### Problem requirements
Give the number of lines that contain "roads" in the listing, and write nothing else.

### Task inputs
◇ ◇ ◇ ◇
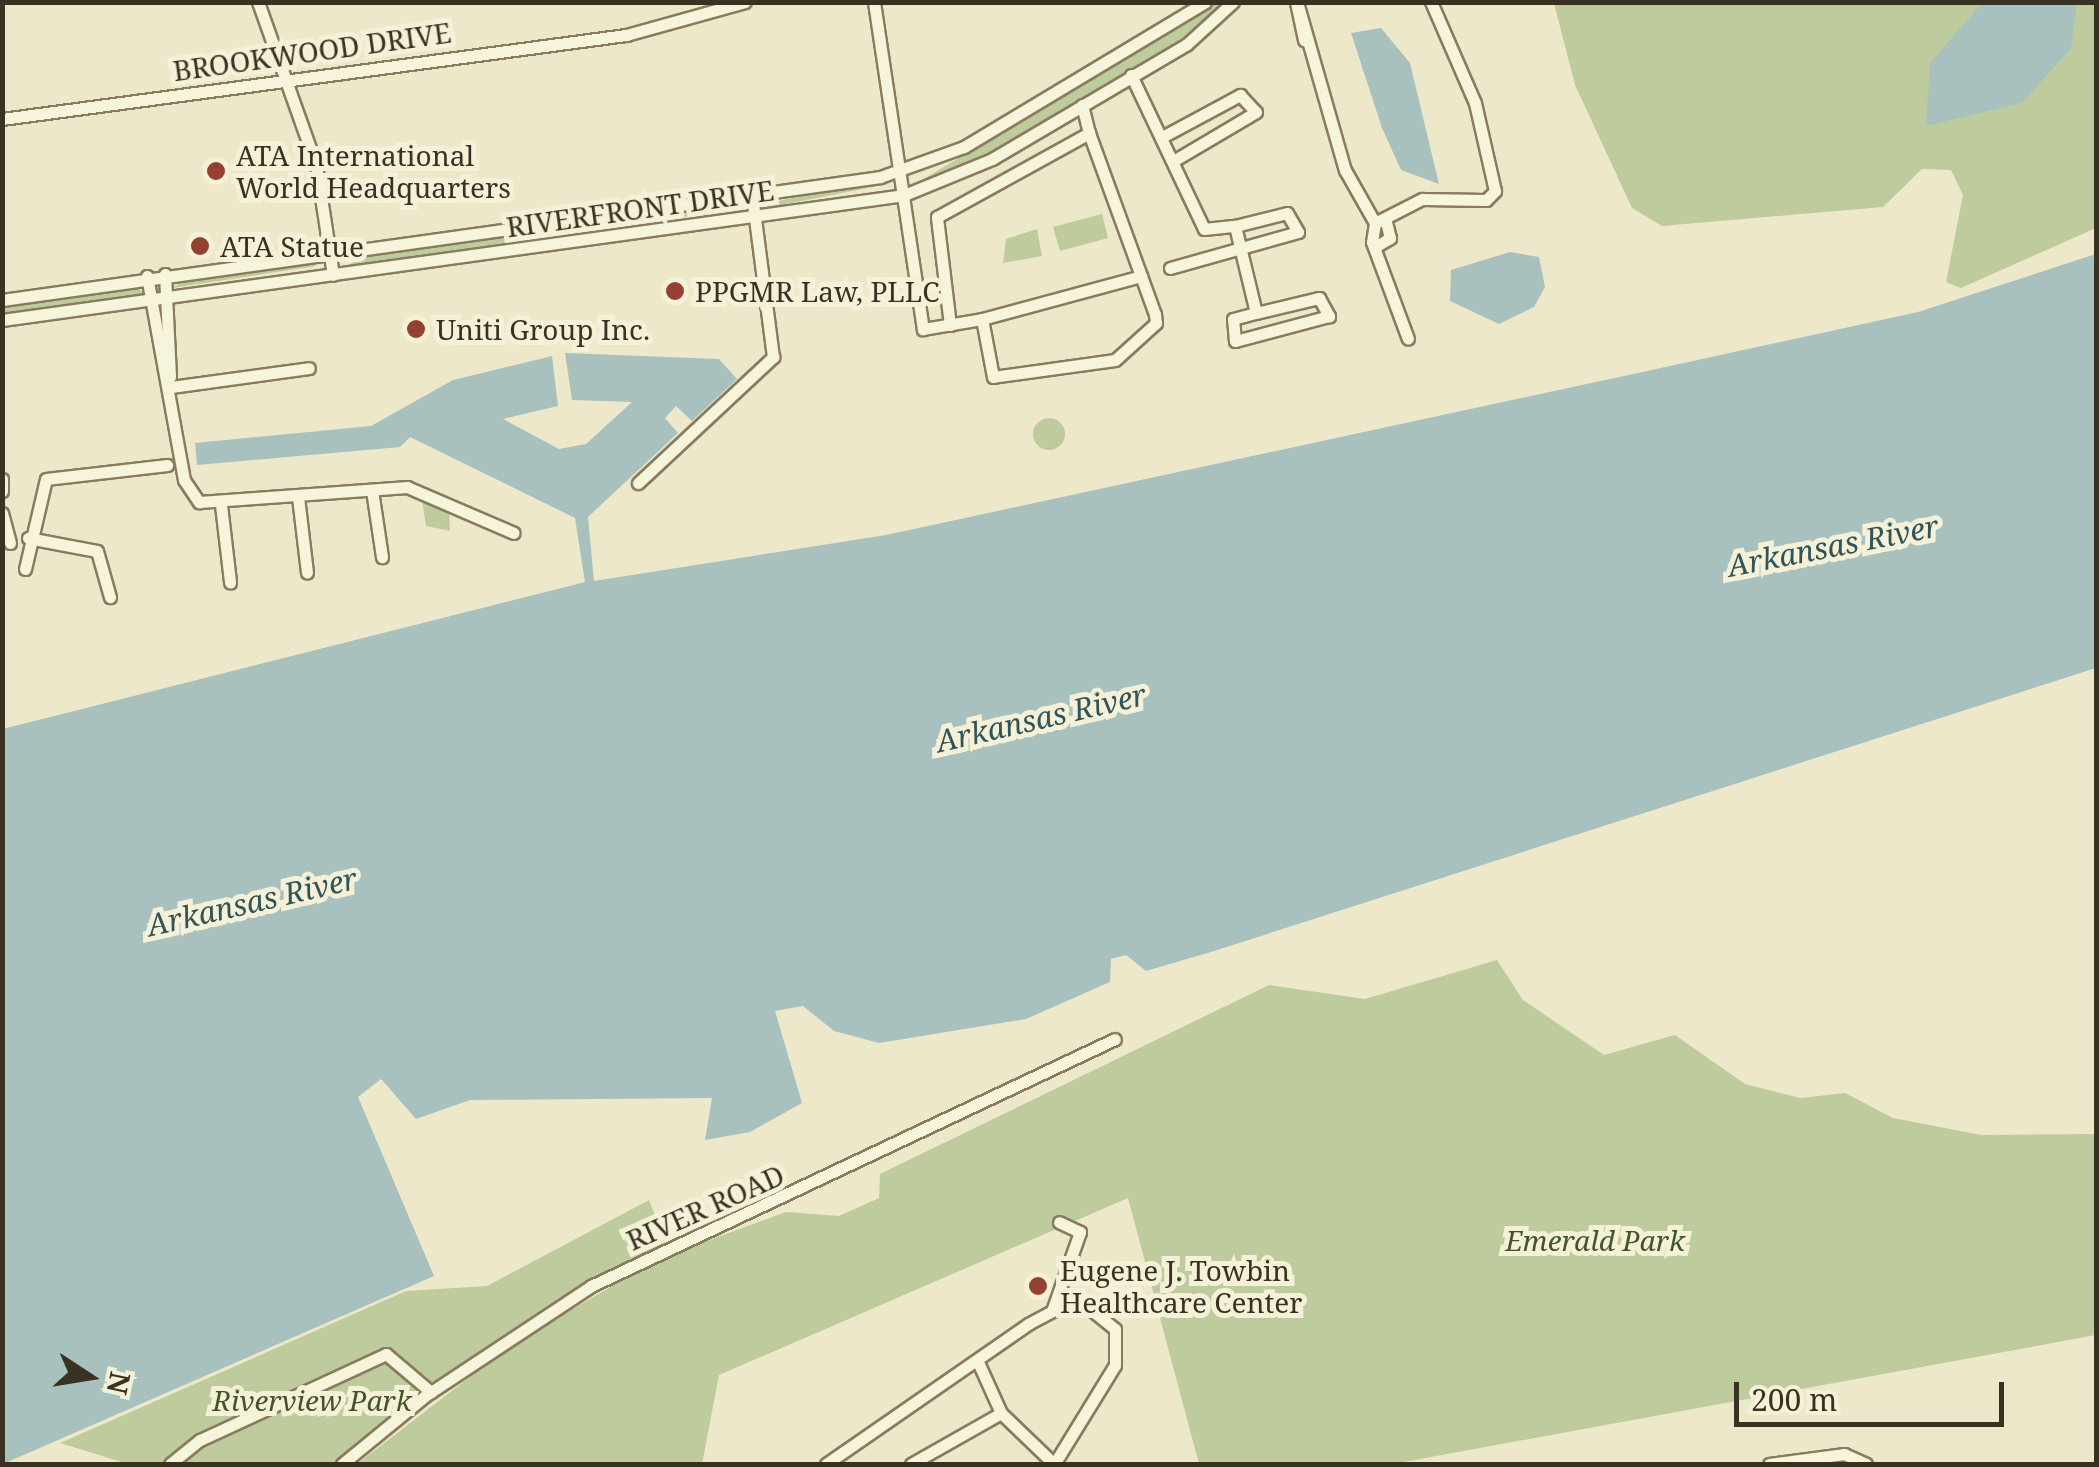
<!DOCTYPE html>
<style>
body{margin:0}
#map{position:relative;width:2099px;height:1467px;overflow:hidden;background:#ede8c9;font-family:"Noto Serif",serif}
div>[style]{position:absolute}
.green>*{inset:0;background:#becb9d}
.round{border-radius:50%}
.water>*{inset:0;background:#a9c1be}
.roads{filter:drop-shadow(2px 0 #887c5e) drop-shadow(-2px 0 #887c5e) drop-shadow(0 2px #887c5e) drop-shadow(0 -2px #887c5e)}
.minor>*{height:11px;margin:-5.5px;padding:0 5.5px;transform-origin:5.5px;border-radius:5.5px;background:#f7f4dc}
.dots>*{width:28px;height:28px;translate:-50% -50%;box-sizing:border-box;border:5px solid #f4f1d8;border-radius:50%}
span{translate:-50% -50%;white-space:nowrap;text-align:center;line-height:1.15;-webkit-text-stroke:10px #f4f1d8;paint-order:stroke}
.street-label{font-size:28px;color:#393121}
.poi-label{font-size:28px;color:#393121}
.left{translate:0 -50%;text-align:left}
.park-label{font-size:28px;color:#425529;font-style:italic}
.water-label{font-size:30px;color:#315458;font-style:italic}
.frame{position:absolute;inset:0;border:5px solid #393121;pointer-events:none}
.north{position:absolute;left:40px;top:1327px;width:100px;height:100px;-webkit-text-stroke:8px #f4f1d8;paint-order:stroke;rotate:102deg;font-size:28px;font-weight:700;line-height:40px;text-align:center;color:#393121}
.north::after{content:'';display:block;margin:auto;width:35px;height:45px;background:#393121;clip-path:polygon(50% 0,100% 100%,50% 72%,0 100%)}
.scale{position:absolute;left:1734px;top:1382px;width:270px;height:45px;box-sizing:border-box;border:5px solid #393121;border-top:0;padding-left:12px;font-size:30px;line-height:35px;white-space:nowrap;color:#393121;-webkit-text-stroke:8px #f4f1d8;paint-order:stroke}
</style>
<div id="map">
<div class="green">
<div style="clip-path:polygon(1214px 3px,1228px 3px,1199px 31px,997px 152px,919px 182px)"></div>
<div style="clip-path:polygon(1554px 3px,2096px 3px,2096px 228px,1961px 288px,1946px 282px,1963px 195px,1951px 170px,1922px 169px,1883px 207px,1662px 226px,1632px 208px,1575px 85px)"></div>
<div style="clip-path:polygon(872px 183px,888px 184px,765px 208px,767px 203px)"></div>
<div style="clip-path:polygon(734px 203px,741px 210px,559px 233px,661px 212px)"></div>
<div style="clip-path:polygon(1102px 214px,1108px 238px,1060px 251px,1053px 227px)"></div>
<div style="clip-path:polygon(1037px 229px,1042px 256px,1003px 263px,1006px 239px)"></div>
<div style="clip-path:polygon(517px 233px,527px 241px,346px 266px,365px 257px)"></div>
<div style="clip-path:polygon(304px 261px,316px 266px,172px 288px,185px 281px)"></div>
<div style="clip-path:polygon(137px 286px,145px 296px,3px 316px,3px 307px)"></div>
<div class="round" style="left:1033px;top:418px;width:32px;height:32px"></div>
<div style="clip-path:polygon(421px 493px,449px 510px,450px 531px,426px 526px)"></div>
<div style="clip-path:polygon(1497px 960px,1523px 1000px,1604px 1055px,1675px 1035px,1745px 1084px,1800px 1098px,1845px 1093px,1893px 1118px,1981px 1135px,2096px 1134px,2096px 1335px,1393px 1464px,1199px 1464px,1128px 1198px,719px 1375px,702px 1464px,357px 1464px,510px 1346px,658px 1259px,786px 1212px,839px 1216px,879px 1198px,880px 1174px,1269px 985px,1365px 999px)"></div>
<div style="clip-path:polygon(649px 1200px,666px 1244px,487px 1347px,336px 1464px,128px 1464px,60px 1443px,406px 1291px,487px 1286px)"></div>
</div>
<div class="water">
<div style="clip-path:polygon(1983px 2px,2077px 3px,2071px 48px,2022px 103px,1926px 126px,1930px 63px)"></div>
<div style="clip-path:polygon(1381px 28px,1410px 63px,1439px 184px,1401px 170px,1382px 128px,1351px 33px)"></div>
<div style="clip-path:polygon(1510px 252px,1539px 257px,1545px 287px,1534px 307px,1499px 324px,1450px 301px,1451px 270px)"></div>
<div style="clip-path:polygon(2096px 254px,2096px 668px,1211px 952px,1146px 971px,1126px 955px,1111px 959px,1110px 982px,1026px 1019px,879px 1043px,834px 1031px,803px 1006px,775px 1011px,802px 1103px,750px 1132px,705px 1140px,712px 1098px,470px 1100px,416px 1119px,381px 1079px,358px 1097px,434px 1276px,3px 1464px,3px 729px,585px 582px,575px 518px,410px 437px,400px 447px,197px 465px,195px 443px,371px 426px,453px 380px,552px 356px,558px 406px,503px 419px,559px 449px,586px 444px,632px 402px,572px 400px,565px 353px,719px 359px,737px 379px,692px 421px,676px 406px,665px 418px,678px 433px,588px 517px,594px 581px,886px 535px,1661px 368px,1918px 312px)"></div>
</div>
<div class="roads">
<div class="minor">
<div style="left:258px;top:2px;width:173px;rotate:70.4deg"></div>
<div style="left:316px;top:165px;width:111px;rotate:81.2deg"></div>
<div style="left:874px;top:2px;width:331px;rotate:81.5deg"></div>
<div style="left:923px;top:329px;width:60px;rotate:-9.6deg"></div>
<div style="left:1296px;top:2px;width:39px;rotate:78deg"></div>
<div style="left:1297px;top:2px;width:175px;rotate:74.1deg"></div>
<div style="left:1345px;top:170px;width:61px;rotate:60.5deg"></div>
<div style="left:1375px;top:223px;width:53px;rotate:-27.1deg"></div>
<div style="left:1422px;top:199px;width:64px;rotate:0.9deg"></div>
<div style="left:1486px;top:200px;width:13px;rotate:-45deg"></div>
<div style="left:1495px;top:191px;width:90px;rotate:-102.8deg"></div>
<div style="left:1475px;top:103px;width:110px;rotate:-113.5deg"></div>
<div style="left:1131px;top:75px;width:170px;rotate:64.6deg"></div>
<div style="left:1204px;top:229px;width:31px;rotate:-6deg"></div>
<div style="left:1235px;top:226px;width:89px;rotate:76.4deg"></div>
<div style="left:1256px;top:313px;width:65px;rotate:-13.4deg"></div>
<div style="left:1319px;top:298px;width:21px;rotate:61deg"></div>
<div style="left:1329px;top:316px;width:97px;rotate:165.1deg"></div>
<div style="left:1235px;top:341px;width:22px;rotate:-95deg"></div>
<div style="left:1233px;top:319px;width:24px;rotate:-15deg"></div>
<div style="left:1082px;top:105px;width:29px;rotate:76deg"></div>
<div style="left:1089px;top:133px;width:193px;rotate:70deg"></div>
<div style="left:1155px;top:314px;width:9px;rotate:84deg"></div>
<div style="left:1156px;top:323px;width:55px;rotate:137.9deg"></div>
<div style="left:1115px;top:360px;width:123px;rotate:172.1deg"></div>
<div style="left:993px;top:377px;width:59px;rotate:-100.7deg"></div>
<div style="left:982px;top:319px;width:165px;rotate:-15.1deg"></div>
<div style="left:2px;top:119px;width:630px;rotate:-7.67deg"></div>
<div style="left:626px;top:35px;width:123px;rotate:-15.5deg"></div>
<div style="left:1162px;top:137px;width:89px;rotate:-28.3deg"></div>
<div style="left:1240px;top:95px;width:23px;rotate:47deg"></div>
<div style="left:1256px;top:112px;width:96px;rotate:149.4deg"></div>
<div style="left:1375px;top:223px;width:19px;rotate:99deg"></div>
<div style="left:1372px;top:242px;width:103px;rotate:69.6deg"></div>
<div style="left:1378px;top:245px;width:14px;rotate:-30deg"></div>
<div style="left:1390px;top:238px;width:16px;rotate:-104deg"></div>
<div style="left:1170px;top:268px;width:133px;rotate:-15.7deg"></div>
<div style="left:1298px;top:232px;width:22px;rotate:-120deg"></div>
<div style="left:1287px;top:213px;width:54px;rotate:166deg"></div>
<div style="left:165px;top:274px;width:103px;rotate:87.2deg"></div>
<div style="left:147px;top:276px;width:207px;rotate:79.7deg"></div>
<div style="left:184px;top:480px;width:27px;rotate:56deg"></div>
<div style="left:199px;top:502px;width:209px;rotate:-4.1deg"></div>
<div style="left:407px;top:487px;width:116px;rotate:23.3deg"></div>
<div style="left:2px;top:300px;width:887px;rotate:-7.97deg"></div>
<div style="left:880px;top:177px;width:89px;rotate:-19.7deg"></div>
<div style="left:964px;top:147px;width:281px;rotate:-31deg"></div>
<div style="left:2px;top:320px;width:911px;rotate:-7.89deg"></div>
<div style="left:904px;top:195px;width:95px;rotate:-22.2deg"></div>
<div style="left:992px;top:159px;width:226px;rotate:-30.5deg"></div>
<div style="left:1187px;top:44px;width:62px;rotate:-42.4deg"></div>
<div style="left:950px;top:325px;width:109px;rotate:-96.9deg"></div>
<div style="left:937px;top:217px;width:174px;rotate:-28.9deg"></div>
<div style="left:171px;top:387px;width:139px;rotate:-7.8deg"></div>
<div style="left:2px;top:479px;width:12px;rotate:90deg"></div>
<div style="left:638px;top:483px;width:185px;rotate:-43deg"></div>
<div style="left:773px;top:357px;width:163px;rotate:-97.4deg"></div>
<div style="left:372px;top:490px;width:68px;rotate:81.5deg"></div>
<div style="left:298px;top:497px;width:76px;rotate:83.2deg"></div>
<div style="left:221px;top:505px;width:78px;rotate:83.3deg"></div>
<div style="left:2px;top:513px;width:31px;rotate:75deg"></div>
<div style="left:28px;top:538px;width:70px;rotate:10.7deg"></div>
<div style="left:97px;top:551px;width:48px;rotate:74.2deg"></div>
<div style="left:25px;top:569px;width:92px;rotate:-76.9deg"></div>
<div style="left:46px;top:479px;width:122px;rotate:-6.6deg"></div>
<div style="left:1052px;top:1311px;width:84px;rotate:-70.5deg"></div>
<div style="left:1080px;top:1232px;width:23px;rotate:-155deg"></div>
<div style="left:978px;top:1362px;width:56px;rotate:65.7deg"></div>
<div style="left:1001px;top:1413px;width:74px;rotate:43.9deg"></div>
<div style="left:170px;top:1464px;width:38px;rotate:-39deg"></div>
<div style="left:200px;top:1440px;width:205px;rotate:-24.8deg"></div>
<div style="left:386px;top:1354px;width:59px;rotate:40.2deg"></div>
<div style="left:342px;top:1464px;width:107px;rotate:-39.3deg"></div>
<div style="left:425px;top:1396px;width:199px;rotate:-33.5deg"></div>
<div style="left:591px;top:1286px;width:579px;rotate:-25.24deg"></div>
<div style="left:826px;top:1464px;width:246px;rotate:-34.7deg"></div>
<div style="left:1028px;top:1324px;width:30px;rotate:-28deg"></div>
<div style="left:1054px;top:1310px;width:35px;rotate:-3deg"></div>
<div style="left:1089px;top:1308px;width:33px;rotate:39deg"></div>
<div style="left:1115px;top:1329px;width:36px;rotate:90deg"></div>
<div style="left:1115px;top:1365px;width:116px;rotate:121.6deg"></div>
<div style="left:911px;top:1464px;width:103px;rotate:-29.5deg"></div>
<div style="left:1769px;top:1464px;width:76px;rotate:-7.6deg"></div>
<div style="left:1844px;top:1454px;width:24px;rotate:24deg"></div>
</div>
</div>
<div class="dots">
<div style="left:216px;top:171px;background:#944131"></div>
<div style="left:200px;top:246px;background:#944131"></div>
<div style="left:675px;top:291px;background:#944131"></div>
<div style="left:416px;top:329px;background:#944131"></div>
<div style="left:1038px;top:1286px;background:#944131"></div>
</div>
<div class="street-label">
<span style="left:312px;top:51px;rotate:-8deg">BROOKWOOD DRIVE</span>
<span style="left:640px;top:208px;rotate:-8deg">RIVERFRONT DRIVE</span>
<span style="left:705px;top:1207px;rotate:-24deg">RIVER ROAD</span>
</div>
<div class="poi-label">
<span class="left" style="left:236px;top:171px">ATA International<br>World Headquarters</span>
<span class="left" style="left:220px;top:246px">ATA Statue</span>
<span class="left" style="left:695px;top:291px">PPGMR Law, PLLC</span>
<span class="left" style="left:436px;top:329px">Uniti Group Inc.</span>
<span class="left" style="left:1060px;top:1286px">Eugene J. Towbin<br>Healthcare Center</span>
</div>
<div class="park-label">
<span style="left:1595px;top:1240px">Emerald Park</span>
<span style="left:312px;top:1400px">Riverview Park</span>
</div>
<div class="water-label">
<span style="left:1833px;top:546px;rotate:-11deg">Arkansas River</span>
<span style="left:1041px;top:718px;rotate:-13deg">Arkansas River</span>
<span style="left:252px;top:902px;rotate:-13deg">Arkansas River</span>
</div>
<div class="frame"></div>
<div class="north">N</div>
<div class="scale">200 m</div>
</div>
◇ ◇ ◇ ◇
### Result of the exercise
2